O chefe do Instituto Brasileiro de Geografia e Estatística (IBGE) em Goiás, Edson Roberto Vieira, outra taxa que “explodiu” foi a de desocupação de jovens entre 18 e 24 anos. Dados do instituto mostram que, no último trimestre de 2020, 29,8% desta faixa etária se encontrava desempregada. Ao considerar este indicador, o Núcleo Brasileiro de Estágios (Nube) entrevistou 8.465 brasileiros para entender a situação dos que foram diplomados entre 2019 e 2020. O que foi constatado é que pelo menos 28% das pessoas consultadas estão sem emprego há mais de um ano – e se encontram dentro da estatística de 29,8% do IBGE.

“52,12% dos jovens entrevistados afirmam não estar trabalhando, e 27,8% sem emprego há mais de 12 meses. A notícia não anima nem os profissionais já inseridos no mercado de trabalho, já que apenas 20% deles executam atividades pertinentes as suas profissões.

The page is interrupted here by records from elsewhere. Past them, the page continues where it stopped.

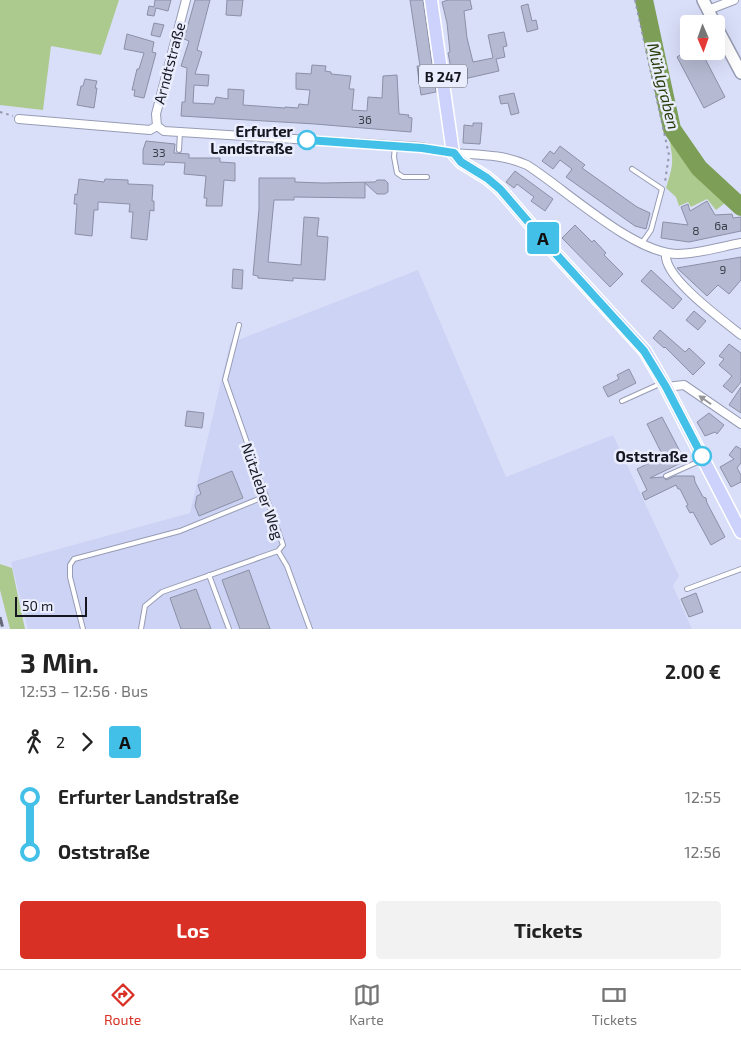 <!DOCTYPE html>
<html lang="de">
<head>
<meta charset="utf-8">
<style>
  :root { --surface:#fff; --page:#f2f2f2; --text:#222; --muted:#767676; --line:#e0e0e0; --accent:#d93025 }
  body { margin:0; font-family:"Exo 2",sans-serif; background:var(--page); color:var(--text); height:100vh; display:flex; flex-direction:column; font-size:19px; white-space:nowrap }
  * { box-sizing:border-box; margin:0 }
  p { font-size:16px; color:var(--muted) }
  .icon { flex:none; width:28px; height:28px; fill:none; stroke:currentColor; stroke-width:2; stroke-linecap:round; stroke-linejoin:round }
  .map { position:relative; height:629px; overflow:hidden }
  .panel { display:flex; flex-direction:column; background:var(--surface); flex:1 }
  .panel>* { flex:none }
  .badge { padding:0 10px; border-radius:4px; font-size:18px; line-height:32px }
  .needle { width:32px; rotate:178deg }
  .controls { position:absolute; left:680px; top:15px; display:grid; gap:10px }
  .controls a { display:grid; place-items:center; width:45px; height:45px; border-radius:5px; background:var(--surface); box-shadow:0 5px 20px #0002; font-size:25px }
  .scale { position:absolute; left:15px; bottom:12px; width:72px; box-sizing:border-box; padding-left:5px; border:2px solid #15161f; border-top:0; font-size:14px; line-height:18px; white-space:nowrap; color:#15161f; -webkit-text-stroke:4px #eaedfd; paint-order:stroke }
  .map>.badge { position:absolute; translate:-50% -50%; box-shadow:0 0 0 2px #fff }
  .legs { display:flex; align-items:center; gap:8px; height:55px; padding:0 20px; font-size:16px }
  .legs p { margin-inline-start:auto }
  .summary { display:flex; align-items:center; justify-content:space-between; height:85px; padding:0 20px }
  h1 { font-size:28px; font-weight:700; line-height:38px }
  .button { display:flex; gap:10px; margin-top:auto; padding:10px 20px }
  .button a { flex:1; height:58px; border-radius:5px; background:var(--accent); color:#fff; font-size:20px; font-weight:700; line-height:58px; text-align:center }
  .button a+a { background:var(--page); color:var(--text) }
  ul { padding:0 20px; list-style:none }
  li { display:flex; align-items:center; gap:18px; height:55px; font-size:19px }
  li i { display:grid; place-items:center; width:8px; height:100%; margin:0 6px; background:currentColor }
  li i::after { content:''; width:12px; height:12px; margin:-6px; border:4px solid; border-radius:50%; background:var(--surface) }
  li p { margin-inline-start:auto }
  li:first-child i { background:linear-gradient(#0000 50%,currentColor 0) }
  li:last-child i { background:linear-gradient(currentColor 50%,#0000 0) }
  .dock { display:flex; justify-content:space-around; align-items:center; height:70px; border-top:1px solid var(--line); background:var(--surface); font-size:14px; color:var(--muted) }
  .dock a { display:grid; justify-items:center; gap:2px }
  .dock .current { color:var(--accent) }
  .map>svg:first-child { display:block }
  .built { fill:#cdd3f4 }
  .green { fill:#acca8e }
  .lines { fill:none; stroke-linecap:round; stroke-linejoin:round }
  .river { stroke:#7c9e56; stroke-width:18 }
  .building { fill:#b5bad2; stroke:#8b90a7 }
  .service-casing { stroke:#979cb4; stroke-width:6 }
  .minor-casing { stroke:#979cb4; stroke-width:10 }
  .secondary-casing { stroke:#979cb4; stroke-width:14 }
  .primary-casing { stroke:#fff; stroke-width:15 }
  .path { stroke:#9296aa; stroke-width:2; stroke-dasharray:2.5 4; stroke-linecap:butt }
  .service { stroke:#fff; stroke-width:4 }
  .minor { stroke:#fff; stroke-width:8 }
  .secondary { stroke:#fff; stroke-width:11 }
  .primary { stroke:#ccd2fb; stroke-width:12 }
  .rail { stroke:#666979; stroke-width:3; stroke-dasharray:10 5; stroke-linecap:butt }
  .oneway { fill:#96969a }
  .line-1-casing { stroke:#fff; stroke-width:11 }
  .line-1 { stroke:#42c0e8; stroke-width:8 }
  .stop-1-dot { fill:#fff; stroke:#42c0e8; stroke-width:2.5 }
  .labels { text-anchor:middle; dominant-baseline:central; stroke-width:5; stroke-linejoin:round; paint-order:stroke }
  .number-label { font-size:12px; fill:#3d3f4c }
  .shield { fill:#eaedfd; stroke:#555662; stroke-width:1 }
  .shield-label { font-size:14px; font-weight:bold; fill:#15161f }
  .street-label { font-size:15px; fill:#15161f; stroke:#eaedfd }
  .stop-label { font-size:15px; font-weight:bold; fill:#15161f; stroke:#eaedfd; text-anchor:end }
  .water-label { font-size:16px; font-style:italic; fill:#263c06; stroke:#eaedfd }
</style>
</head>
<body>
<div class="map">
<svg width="741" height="629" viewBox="0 0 741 629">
  <rect width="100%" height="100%" fill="#dadff9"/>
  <!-- built -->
  <path class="built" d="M418,270L506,477L613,435L679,576L673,586L692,629H28L11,562L190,513L230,343Z"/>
  <!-- green -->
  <path class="green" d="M0,0H119L101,55L51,46L43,110L0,105Z
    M665,105L670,129L699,168L730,199L716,210L707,199L691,207L688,202L679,206L676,197L666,188C669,178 673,167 672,157C671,139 663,123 665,105Z
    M0,564L12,568L25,629H10L0,590Z"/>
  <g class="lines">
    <!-- river -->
    <path class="river" d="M644,0L672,129L699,168L741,207"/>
  </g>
  <!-- building -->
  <path class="building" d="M155,0H171L168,11L156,8L154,16L147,15L149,6L154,7Z
    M195,0H210L197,50L202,52L195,74L209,75L208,86L194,85L193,103L214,104L216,97L228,99V89L244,90L243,105L285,108V107L298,108L299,104L308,105L310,90L296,89V73L311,74L312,65L326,66L325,71L331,72V74L351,76L349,89H354L352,110L367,111L368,97L382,98L383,76L397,75L399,114L409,115L408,117L412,118L411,132L315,124L181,116L182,102H185L187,68L181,66L189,41L184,39Z
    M227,0H243L241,16L226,15Z
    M410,0H423L436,92L421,95L417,66H420Z
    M448,0H470L472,9L464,11L467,38L473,62L493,58L488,35L504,32L507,46L503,47L505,57L496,59L499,71L464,79L461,66L451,68L448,53L450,52L447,23L442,2Z
    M528,4L532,21L536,20L538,29L527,32L521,6Z
    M154,23L164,25L160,37L151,35Z
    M127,34L154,42L152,52L156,53L144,98L134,96L135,90H132L137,69H139L144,53L124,49Z
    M687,51H701L725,97L704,108L677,57Z
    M85,79L97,81L95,88H97L94,108L77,105L81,86H83Z
    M514,93L519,113L511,115L508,103L501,104L499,96Z
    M473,123H482L480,144L463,143L464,125L473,126Z
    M146,141L175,144L174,153L189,154V158H220V162L235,163V181L224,180L222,206H206L207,198H204L206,176L184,174L185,163L165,162L164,165L143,164V150Z
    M560,146L585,165L582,168L637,207L650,213L646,229L635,226L566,177L572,169L560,160L553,169L542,161L550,151L554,154Z
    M515,171L553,199L545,211L531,201L534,197L517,184L514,188L506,182Z
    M259,178H295V182L322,183L375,182L377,180H385L388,183V192L385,194H377L365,183V198L294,197V200H274L268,262L301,265L304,217L319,218L317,236L328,237L325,280L293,278V281L258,278V276L253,275L259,209Z
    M79,179L104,182L105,179L128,180V184L153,185L152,201H154V211L150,210L147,240L131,238L133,212H129L130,204L98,202V210H94L92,236L75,234L77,204H74L75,194L77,195Z
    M707,201L715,215L732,214L733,218L741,217V231L689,242L661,238L663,222L688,225L681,207L688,204L690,211Z
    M575,225L592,242L594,240L606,253L604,255L623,274L610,287L562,238Z
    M741,257V280L729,294L718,285L707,296L677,268Z
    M233,269L243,270L242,289L232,288Z
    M651,270L682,299L673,309L641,281Z
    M694,311L706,321L698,330L686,320Z
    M660,330L685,352L689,348L705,363L693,375L665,347L664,348L653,338Z
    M729,344L741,353V382L732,393L723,386L732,376L719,365L724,359L719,356Z
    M629,369L636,383L608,397L603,387L619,379L617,375Z
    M741,387V413L729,405Z
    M187,411L204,413L202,428L185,426Z
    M709,413L724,425L717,434L715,432L705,436L697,422Z
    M662,417L685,461L650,478L663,477L666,480L675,476H694L695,482L703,497L706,498L707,503L725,537L711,545L693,512L690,513L686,506L688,505L680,489H678L676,485L645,500L642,493L647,490L637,469L663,456L647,424Z
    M736,446L741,449V463L737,468L741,475V482L731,487L720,467L734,459L729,455Z
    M232,471L243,498L199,516L195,506L197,496L201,494L198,485Z
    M249,570L270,629H240L222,580Z
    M196,589L211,629H181L170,598Z
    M696,593L703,612L689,617L681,599Z"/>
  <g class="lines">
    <defs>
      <path id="service" d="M395,146L394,157L397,173L403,177H427
        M179,150L180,132
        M632,169L662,189L651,230L642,243
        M622,401L662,383
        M666,476L702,460
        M278,551L287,566L310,629
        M209,575L229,629
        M687,589L741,569
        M83,629L70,577V565L74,559L180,531L266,496
        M141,629L145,606L162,592L278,551L283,545L225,380L239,325"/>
      <path id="minor" d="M708,10L734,0
        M19,119L150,130L157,126
        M157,126L164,131L421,147C432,149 442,152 453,153C479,155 502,154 527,165C565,189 633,253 677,254C698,254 720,247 741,243
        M157,126L156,114L186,0
        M666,253C662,277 723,320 741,335
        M666,387L684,385L741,424"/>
      <path id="secondary" d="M703,0L715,24
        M716,26L741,73"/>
      <path id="primary" d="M431,0L453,153L461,162L487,178L500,189L556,254L645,351L666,387L741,532"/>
    </defs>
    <!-- service casing -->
    <use href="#service" class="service-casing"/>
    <!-- minor casing -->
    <use href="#minor" class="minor-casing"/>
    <!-- secondary casing -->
    <use href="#secondary" class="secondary-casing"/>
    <!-- primary casing -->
    <use href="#primary" class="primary-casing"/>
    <!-- path -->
    <path class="path" d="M635,0L669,155L665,182
      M0,112L13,116"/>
    <!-- service -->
    <use href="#service" class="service"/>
    <!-- minor -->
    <use href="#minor" class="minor"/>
    <!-- secondary -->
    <use href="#secondary" class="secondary"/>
    <!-- primary -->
    <use href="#primary" class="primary"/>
    <!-- rail -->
    <path class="rail" d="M0,617L3,629"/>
  </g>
  <!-- one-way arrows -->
  <defs><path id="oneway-solid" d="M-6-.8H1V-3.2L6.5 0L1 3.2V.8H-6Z" transform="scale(1.25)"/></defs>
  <use class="oneway" href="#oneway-solid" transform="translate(705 400) rotate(-145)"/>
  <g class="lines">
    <defs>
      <path id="line-1" d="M307,140L422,148L454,153L461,162L487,178L500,189L556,254L644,351L666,387L702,456"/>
    </defs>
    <!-- line-1 casing -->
    <use href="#line-1" class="line-1-casing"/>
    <!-- line-1 -->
    <use href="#line-1" class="line-1"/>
  </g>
  <!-- markers -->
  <g class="stop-1-dot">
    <circle cx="307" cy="140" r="9"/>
    <circle cx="702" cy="456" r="9"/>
  </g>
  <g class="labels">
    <!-- number labels -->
    <g class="number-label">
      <text x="365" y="119">36</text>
      <text x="159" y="152">33</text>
      <text x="721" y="225">6a</text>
      <text x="696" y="230">8</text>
      <text x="723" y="269">9</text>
    </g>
    <!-- shield labels -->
    <rect class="shield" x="419" y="64.5" width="48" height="23" rx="4"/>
    <g class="shield-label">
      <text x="443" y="76">B 247</text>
    </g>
    <!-- street labels -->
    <g class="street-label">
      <text transform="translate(169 63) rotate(-75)">Arndtstraße</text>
      <text transform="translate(263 491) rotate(71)">Nützleber Weg</text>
    </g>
    <!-- stop labels -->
    <g class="stop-label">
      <text x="293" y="131">Erfurter<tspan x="293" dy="17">Landstraße</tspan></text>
      <text x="688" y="456">Oststraße</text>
    </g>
    <!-- water labels -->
    <g class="water-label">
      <text transform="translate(664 86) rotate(76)">Mühlgraben</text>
    </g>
  </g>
</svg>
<div class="controls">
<a><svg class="needle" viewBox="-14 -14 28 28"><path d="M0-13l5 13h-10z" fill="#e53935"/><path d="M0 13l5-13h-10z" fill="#767676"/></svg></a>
</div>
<div class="scale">50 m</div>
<b class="badge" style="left:543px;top:238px;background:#42c0e8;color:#111">A</b>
</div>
<section class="panel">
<div class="summary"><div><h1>3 Min.</h1><p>12:53 – 12:56 · Bus</p></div><b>2.00 €</b></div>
<div class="legs"><svg class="icon" aria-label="walk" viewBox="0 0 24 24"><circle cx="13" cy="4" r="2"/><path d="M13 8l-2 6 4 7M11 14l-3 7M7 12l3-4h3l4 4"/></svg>2<svg class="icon" aria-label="forward" viewBox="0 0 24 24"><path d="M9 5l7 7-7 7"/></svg><b class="badge" style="background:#42c0e8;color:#111">A</b></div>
<ul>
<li><i style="color:#42c0e8"></i><b>Erfurter Landstraße</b><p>12:55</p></li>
<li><i style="color:#42c0e8"></i><b>Oststraße</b><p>12:56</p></li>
</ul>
<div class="button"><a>Los</a><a>Tickets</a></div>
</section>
<nav class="dock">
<a class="current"><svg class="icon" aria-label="directions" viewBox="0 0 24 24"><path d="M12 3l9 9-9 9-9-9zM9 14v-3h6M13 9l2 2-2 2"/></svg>Route</a>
<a><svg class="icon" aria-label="map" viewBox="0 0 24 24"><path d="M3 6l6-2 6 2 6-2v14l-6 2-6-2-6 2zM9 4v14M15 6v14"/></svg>Karte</a>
<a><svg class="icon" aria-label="tickets" viewBox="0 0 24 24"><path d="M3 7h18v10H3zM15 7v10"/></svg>Tickets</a>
</nav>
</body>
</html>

Como exemplo, a pesquisa aponta administradores que permanecem atuando como operadores de caixa e cozinheiros, pedagogos exercendo funções de faxina ou acompanhante de idoso, contadores e advogados como frentistas, designers de games como auxiliares de crédito imobiliário, enfermeiros como cabeleireiros, entre outros casos”, diz.

Em levantamento, o Nube ainda explica que há dois anos, apenas 27% dos brasileiros conseguiam ingressar em suas áreas em menos de três meses após a formatura. Atualmente, entretanto, esse número caiu para 15%. Isso, porque embora 60% dos participantes tenham estagiado durante a faculdade, 65% dos jovens relataram exigência de experiência prévia por parte das contratantes.